Top of RECORDS FOR PROCESSING

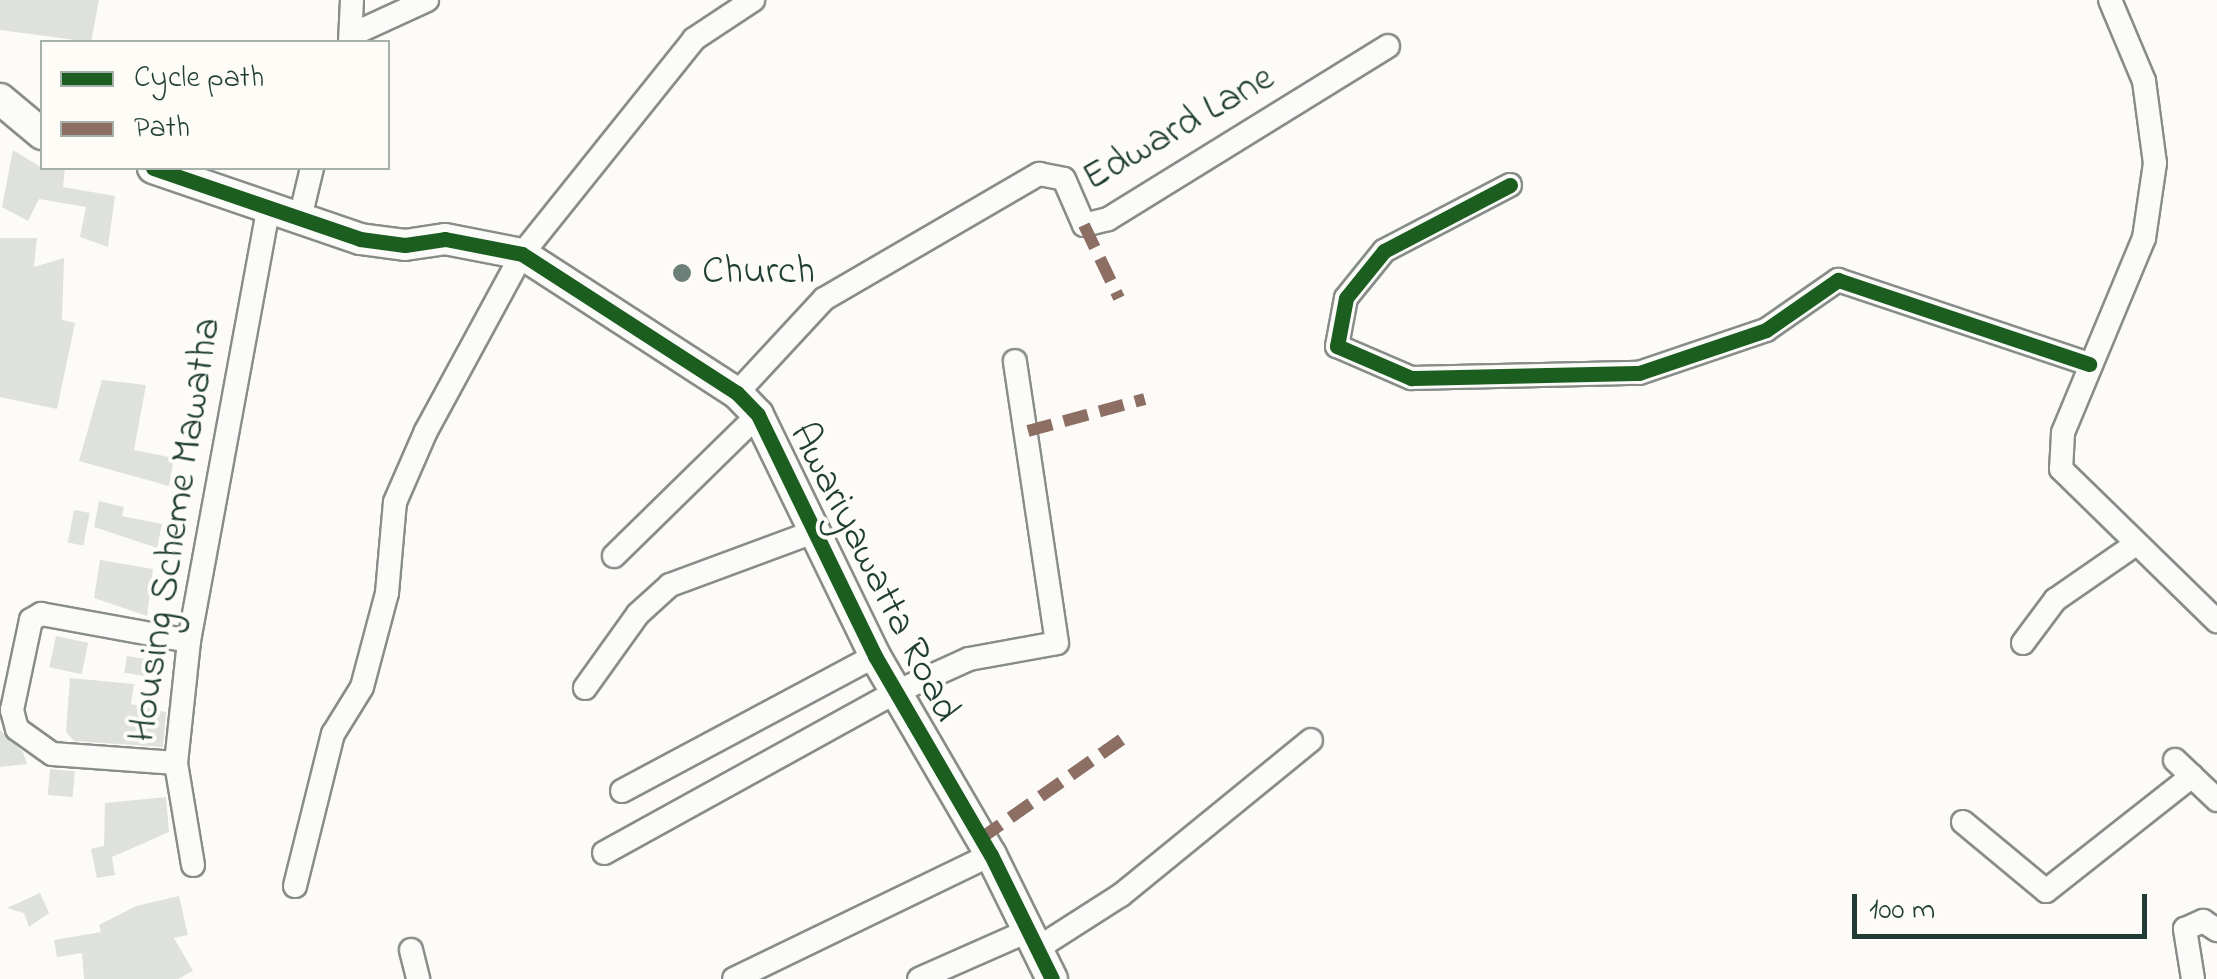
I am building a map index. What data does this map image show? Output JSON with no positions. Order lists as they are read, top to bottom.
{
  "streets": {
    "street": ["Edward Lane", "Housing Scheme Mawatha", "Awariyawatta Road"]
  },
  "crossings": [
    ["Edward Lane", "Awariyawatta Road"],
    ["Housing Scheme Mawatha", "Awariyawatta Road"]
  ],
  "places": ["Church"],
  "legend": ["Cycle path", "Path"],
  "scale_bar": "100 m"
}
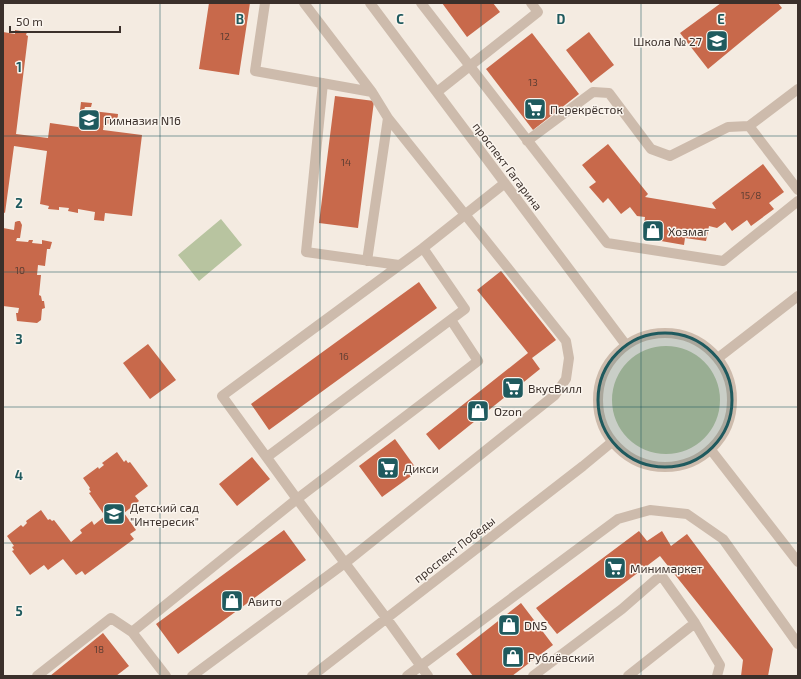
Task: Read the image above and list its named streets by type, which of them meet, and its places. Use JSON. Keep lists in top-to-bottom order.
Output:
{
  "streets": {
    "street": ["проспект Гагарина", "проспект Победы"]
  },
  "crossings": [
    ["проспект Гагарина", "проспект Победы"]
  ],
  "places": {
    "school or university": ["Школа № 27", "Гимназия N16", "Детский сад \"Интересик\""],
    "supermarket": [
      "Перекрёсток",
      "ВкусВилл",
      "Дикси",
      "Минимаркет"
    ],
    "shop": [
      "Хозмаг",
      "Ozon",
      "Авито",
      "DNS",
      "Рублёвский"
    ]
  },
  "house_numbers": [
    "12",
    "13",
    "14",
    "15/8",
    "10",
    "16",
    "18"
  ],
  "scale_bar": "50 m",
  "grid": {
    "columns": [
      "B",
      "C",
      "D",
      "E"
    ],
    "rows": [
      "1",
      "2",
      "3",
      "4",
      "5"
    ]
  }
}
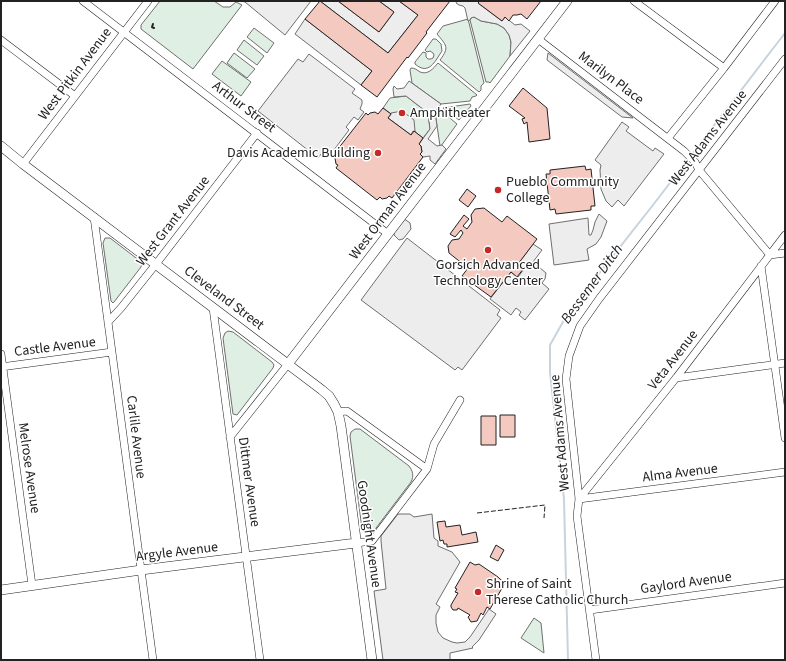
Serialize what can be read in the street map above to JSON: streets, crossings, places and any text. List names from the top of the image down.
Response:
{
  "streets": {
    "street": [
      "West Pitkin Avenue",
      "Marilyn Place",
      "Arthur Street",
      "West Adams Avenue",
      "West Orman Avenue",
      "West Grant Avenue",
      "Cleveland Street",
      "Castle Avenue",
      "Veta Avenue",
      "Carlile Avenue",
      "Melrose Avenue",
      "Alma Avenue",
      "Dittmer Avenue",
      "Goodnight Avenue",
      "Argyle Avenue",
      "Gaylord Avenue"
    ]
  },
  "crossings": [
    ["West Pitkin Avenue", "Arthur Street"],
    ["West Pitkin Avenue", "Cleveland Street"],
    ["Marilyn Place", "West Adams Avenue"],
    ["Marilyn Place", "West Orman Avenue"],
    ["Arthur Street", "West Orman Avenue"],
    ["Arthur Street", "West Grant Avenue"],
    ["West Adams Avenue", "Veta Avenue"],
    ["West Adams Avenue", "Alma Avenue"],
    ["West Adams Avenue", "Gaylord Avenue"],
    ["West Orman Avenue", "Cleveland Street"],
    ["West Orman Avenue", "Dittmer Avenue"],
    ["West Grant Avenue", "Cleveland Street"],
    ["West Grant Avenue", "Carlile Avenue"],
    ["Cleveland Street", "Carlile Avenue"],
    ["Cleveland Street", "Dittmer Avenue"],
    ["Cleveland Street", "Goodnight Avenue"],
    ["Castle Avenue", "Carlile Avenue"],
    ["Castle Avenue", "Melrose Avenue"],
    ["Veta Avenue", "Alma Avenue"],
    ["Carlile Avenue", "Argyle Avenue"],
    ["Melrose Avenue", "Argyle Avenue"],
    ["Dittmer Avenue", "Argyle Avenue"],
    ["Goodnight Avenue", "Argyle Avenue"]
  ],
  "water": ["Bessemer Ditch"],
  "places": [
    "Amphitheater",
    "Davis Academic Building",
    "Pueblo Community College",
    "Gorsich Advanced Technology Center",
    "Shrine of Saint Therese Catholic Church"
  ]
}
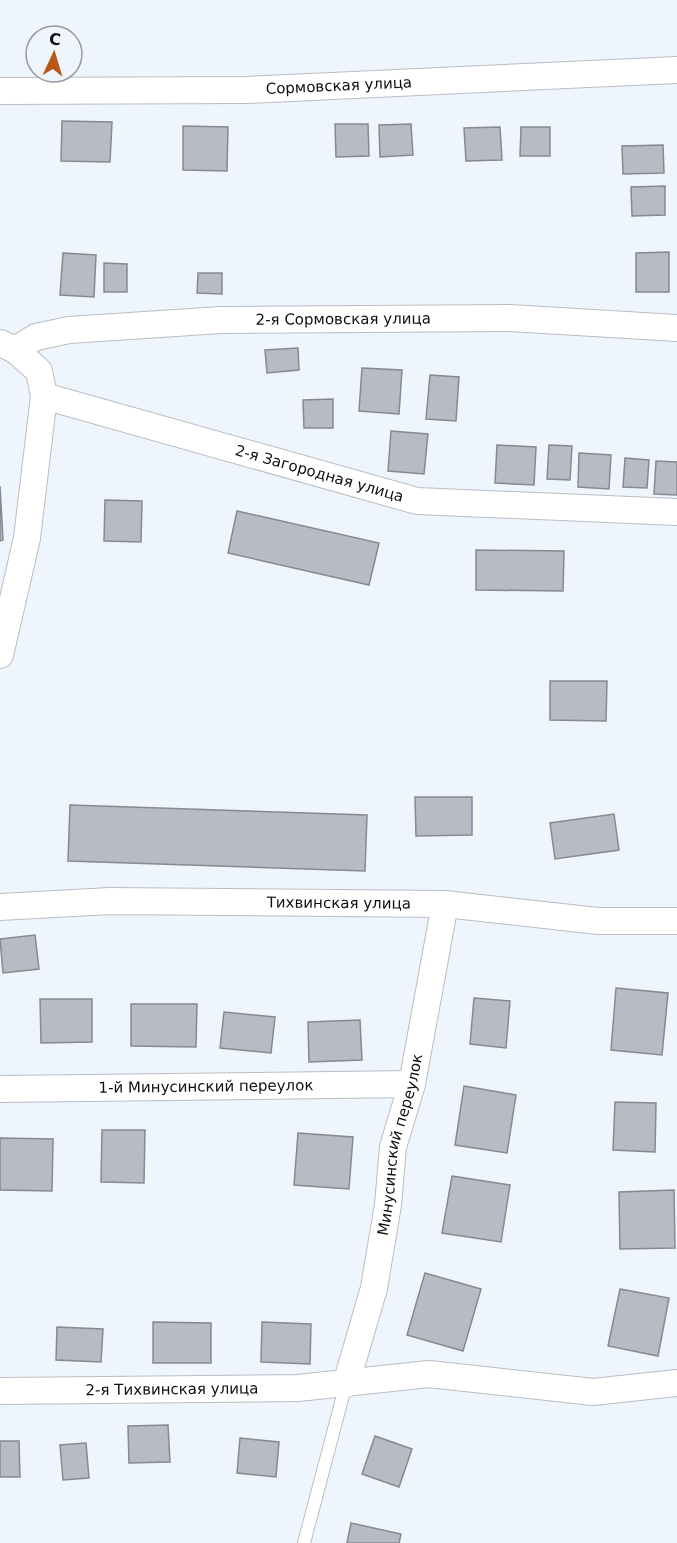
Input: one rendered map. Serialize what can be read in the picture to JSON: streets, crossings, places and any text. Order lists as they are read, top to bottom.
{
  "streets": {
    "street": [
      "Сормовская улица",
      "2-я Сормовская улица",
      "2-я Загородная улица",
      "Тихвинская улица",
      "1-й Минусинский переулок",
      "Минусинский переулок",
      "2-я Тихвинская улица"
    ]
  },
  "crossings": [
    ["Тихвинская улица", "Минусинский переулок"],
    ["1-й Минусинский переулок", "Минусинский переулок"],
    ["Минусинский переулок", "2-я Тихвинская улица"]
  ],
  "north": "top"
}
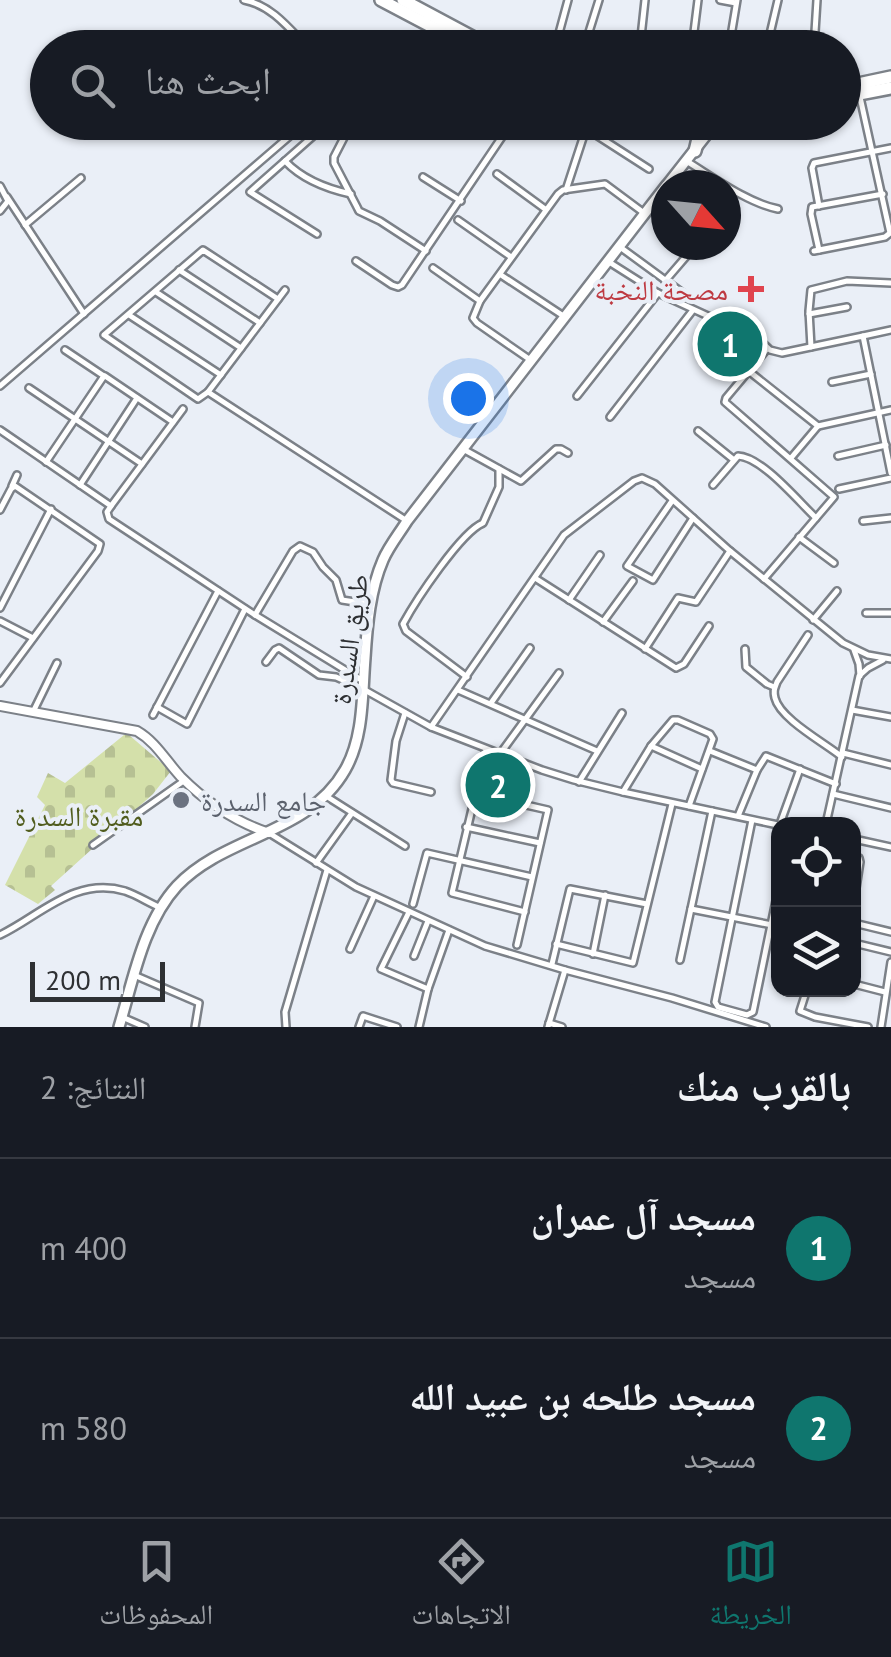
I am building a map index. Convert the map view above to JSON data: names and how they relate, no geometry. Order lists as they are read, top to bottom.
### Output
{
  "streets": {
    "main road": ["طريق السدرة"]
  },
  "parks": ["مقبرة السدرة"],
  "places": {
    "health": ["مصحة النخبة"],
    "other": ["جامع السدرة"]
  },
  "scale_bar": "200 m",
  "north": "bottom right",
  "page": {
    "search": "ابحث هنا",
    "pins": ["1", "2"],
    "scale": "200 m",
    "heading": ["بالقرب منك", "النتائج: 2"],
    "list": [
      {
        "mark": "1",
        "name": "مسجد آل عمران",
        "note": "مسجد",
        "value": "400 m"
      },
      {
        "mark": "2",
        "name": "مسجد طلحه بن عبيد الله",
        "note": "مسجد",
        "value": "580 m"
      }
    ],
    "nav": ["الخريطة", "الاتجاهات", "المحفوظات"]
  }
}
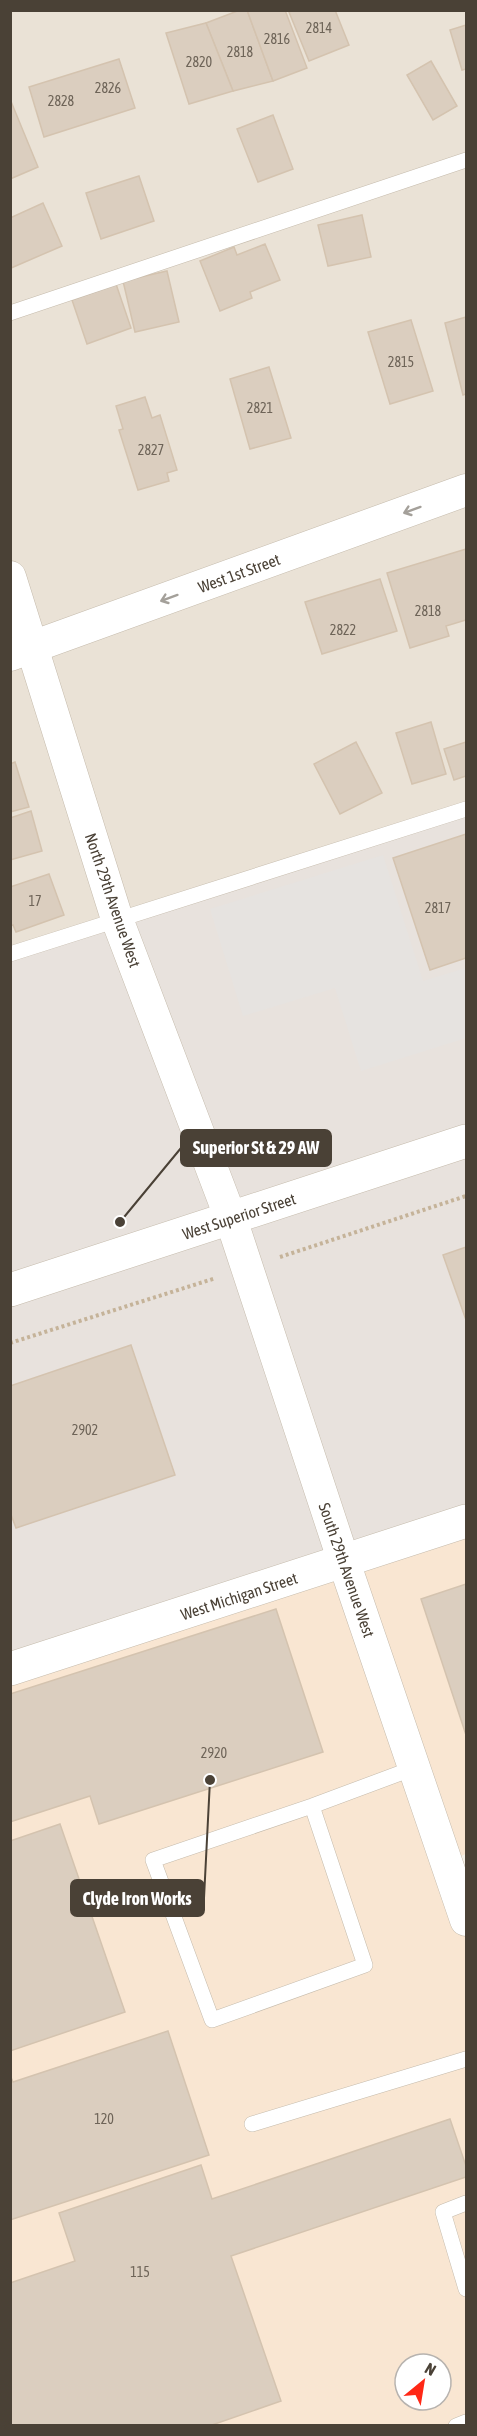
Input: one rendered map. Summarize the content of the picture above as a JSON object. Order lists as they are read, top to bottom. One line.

Bottom of RECORDS FOR PROCESSING

WORK REQUIRED
Exactly as written above, print every record, and keep the pictures out.

EXERCISE RESULT
I am building a map index. What data does this map image show? Output JSON with no positions. Order lists as they are read, top to bottom.
{
  "streets": {
    "street": ["Edward Lane", "Housing Scheme Mawatha", "Awariyawatta Road"]
  },
  "crossings": [
    ["Edward Lane", "Awariyawatta Road"],
    ["Housing Scheme Mawatha", "Awariyawatta Road"]
  ],
  "places": ["Church"],
  "legend": ["Cycle path", "Path"],
  "scale_bar": "100 m"
}
Task: Read the image above and list its named streets by type, which of them meet, and its places. Use JSON. Keep lists in top-to-bottom order.
Output:
{
  "streets": {
    "street": ["проспект Гагарина", "проспект Победы"]
  },
  "crossings": [
    ["проспект Гагарина", "проспект Победы"]
  ],
  "places": {
    "school or university": ["Школа № 27", "Гимназия N16", "Детский сад \"Интересик\""],
    "supermarket": [
      "Перекрёсток",
      "ВкусВилл",
      "Дикси",
      "Минимаркет"
    ],
    "shop": [
      "Хозмаг",
      "Ozon",
      "Авито",
      "DNS",
      "Рублёвский"
    ]
  },
  "house_numbers": [
    "12",
    "13",
    "14",
    "15/8",
    "10",
    "16",
    "18"
  ],
  "scale_bar": "50 m",
  "grid": {
    "columns": [
      "B",
      "C",
      "D",
      "E"
    ],
    "rows": [
      "1",
      "2",
      "3",
      "4",
      "5"
    ]
  }
}
Serialize what can be read in the street map above to JSON: streets, crossings, places and any text. List names from the top of the image down.
Response:
{
  "streets": {
    "street": [
      "West Pitkin Avenue",
      "Marilyn Place",
      "Arthur Street",
      "West Adams Avenue",
      "West Orman Avenue",
      "West Grant Avenue",
      "Cleveland Street",
      "Castle Avenue",
      "Veta Avenue",
      "Carlile Avenue",
      "Melrose Avenue",
      "Alma Avenue",
      "Dittmer Avenue",
      "Goodnight Avenue",
      "Argyle Avenue",
      "Gaylord Avenue"
    ]
  },
  "crossings": [
    ["West Pitkin Avenue", "Arthur Street"],
    ["West Pitkin Avenue", "Cleveland Street"],
    ["Marilyn Place", "West Adams Avenue"],
    ["Marilyn Place", "West Orman Avenue"],
    ["Arthur Street", "West Orman Avenue"],
    ["Arthur Street", "West Grant Avenue"],
    ["West Adams Avenue", "Veta Avenue"],
    ["West Adams Avenue", "Alma Avenue"],
    ["West Adams Avenue", "Gaylord Avenue"],
    ["West Orman Avenue", "Cleveland Street"],
    ["West Orman Avenue", "Dittmer Avenue"],
    ["West Grant Avenue", "Cleveland Street"],
    ["West Grant Avenue", "Carlile Avenue"],
    ["Cleveland Street", "Carlile Avenue"],
    ["Cleveland Street", "Dittmer Avenue"],
    ["Cleveland Street", "Goodnight Avenue"],
    ["Castle Avenue", "Carlile Avenue"],
    ["Castle Avenue", "Melrose Avenue"],
    ["Veta Avenue", "Alma Avenue"],
    ["Carlile Avenue", "Argyle Avenue"],
    ["Melrose Avenue", "Argyle Avenue"],
    ["Dittmer Avenue", "Argyle Avenue"],
    ["Goodnight Avenue", "Argyle Avenue"]
  ],
  "water": ["Bessemer Ditch"],
  "places": [
    "Amphitheater",
    "Davis Academic Building",
    "Pueblo Community College",
    "Gorsich Advanced Technology Center",
    "Shrine of Saint Therese Catholic Church"
  ]
}
Input: one rendered map. Serialize what can be read in the picture to JSON: streets, crossings, places and any text. Order lists as they are read, top to bottom.
{
  "streets": {
    "street": [
      "Сормовская улица",
      "2-я Сормовская улица",
      "2-я Загородная улица",
      "Тихвинская улица",
      "1-й Минусинский переулок",
      "Минусинский переулок",
      "2-я Тихвинская улица"
    ]
  },
  "crossings": [
    ["Тихвинская улица", "Минусинский переулок"],
    ["1-й Минусинский переулок", "Минусинский переулок"],
    ["Минусинский переулок", "2-я Тихвинская улица"]
  ],
  "north": "top"
}
I am building a map index. Convert the map view above to JSON data: names and how they relate, no geometry. Order lists as they are read, top to bottom.
### Output
{
  "streets": {
    "main road": ["طريق السدرة"]
  },
  "parks": ["مقبرة السدرة"],
  "places": {
    "health": ["مصحة النخبة"],
    "other": ["جامع السدرة"]
  },
  "scale_bar": "200 m",
  "north": "bottom right",
  "page": {
    "search": "ابحث هنا",
    "pins": ["1", "2"],
    "scale": "200 m",
    "heading": ["بالقرب منك", "النتائج: 2"],
    "list": [
      {
        "mark": "1",
        "name": "مسجد آل عمران",
        "note": "مسجد",
        "value": "400 m"
      },
      {
        "mark": "2",
        "name": "مسجد طلحه بن عبيد الله",
        "note": "مسجد",
        "value": "580 m"
      }
    ],
    "nav": ["الخريطة", "الاتجاهات", "المحفوظات"]
  }
}
Input: one rendered map. Summarize the content of the picture above as a JSON object. Order lists as they are read, top to bottom. One line.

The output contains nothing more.